*** Opening of Dataset excerpts ***
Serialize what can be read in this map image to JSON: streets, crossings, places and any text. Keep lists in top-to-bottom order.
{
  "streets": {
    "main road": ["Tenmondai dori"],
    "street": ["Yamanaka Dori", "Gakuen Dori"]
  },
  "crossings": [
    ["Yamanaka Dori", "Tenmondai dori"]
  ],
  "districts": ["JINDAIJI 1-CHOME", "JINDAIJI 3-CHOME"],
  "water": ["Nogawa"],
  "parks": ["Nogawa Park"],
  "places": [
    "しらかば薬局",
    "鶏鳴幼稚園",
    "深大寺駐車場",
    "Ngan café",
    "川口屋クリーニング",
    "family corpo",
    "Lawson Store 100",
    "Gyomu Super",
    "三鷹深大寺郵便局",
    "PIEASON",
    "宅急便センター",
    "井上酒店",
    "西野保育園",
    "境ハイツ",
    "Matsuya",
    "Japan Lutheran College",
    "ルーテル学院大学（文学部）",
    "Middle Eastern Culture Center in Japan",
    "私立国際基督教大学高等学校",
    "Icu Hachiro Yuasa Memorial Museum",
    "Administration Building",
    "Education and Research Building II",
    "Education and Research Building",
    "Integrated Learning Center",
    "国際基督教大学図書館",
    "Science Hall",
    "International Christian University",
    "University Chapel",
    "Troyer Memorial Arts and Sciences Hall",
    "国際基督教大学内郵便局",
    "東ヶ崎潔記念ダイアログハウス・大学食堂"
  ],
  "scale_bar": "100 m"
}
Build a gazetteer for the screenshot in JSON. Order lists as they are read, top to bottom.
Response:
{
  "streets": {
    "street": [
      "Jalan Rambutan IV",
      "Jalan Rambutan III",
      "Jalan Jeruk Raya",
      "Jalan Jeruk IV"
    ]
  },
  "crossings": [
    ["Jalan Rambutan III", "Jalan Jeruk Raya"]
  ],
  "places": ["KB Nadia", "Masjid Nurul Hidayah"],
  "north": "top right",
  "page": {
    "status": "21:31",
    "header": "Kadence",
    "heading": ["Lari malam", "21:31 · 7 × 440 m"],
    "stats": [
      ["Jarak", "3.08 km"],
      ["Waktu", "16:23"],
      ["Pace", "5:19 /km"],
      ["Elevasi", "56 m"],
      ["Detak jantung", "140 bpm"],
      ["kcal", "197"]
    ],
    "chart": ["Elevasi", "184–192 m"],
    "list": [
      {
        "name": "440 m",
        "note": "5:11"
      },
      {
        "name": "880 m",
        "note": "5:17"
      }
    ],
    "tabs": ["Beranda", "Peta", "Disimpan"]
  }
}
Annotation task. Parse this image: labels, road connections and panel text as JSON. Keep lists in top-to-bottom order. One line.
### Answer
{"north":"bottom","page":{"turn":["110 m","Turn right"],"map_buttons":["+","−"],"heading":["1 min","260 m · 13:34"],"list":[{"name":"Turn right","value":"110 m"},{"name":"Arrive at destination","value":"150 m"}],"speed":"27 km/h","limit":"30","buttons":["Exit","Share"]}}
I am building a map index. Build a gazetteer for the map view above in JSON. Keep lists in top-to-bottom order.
*** Close of Dataset excerpts ***
* Required action *
Would you please set down the lines from the one with "Annotation task. Parse" to the end of the data above, exactly and without any other lines?

* Task result *
Annotation task. Parse this image: labels, road connections and panel text as JSON. Keep lists in top-to-bottom order. One line.
### Answer
{"north":"bottom","page":{"turn":["110 m","Turn right"],"map_buttons":["+","−"],"heading":["1 min","260 m · 13:34"],"list":[{"name":"Turn right","value":"110 m"},{"name":"Arrive at destination","value":"150 m"}],"speed":"27 km/h","limit":"30","buttons":["Exit","Share"]}}
I am building a map index. Build a gazetteer for the map view above in JSON. Keep lists in top-to-bottom order.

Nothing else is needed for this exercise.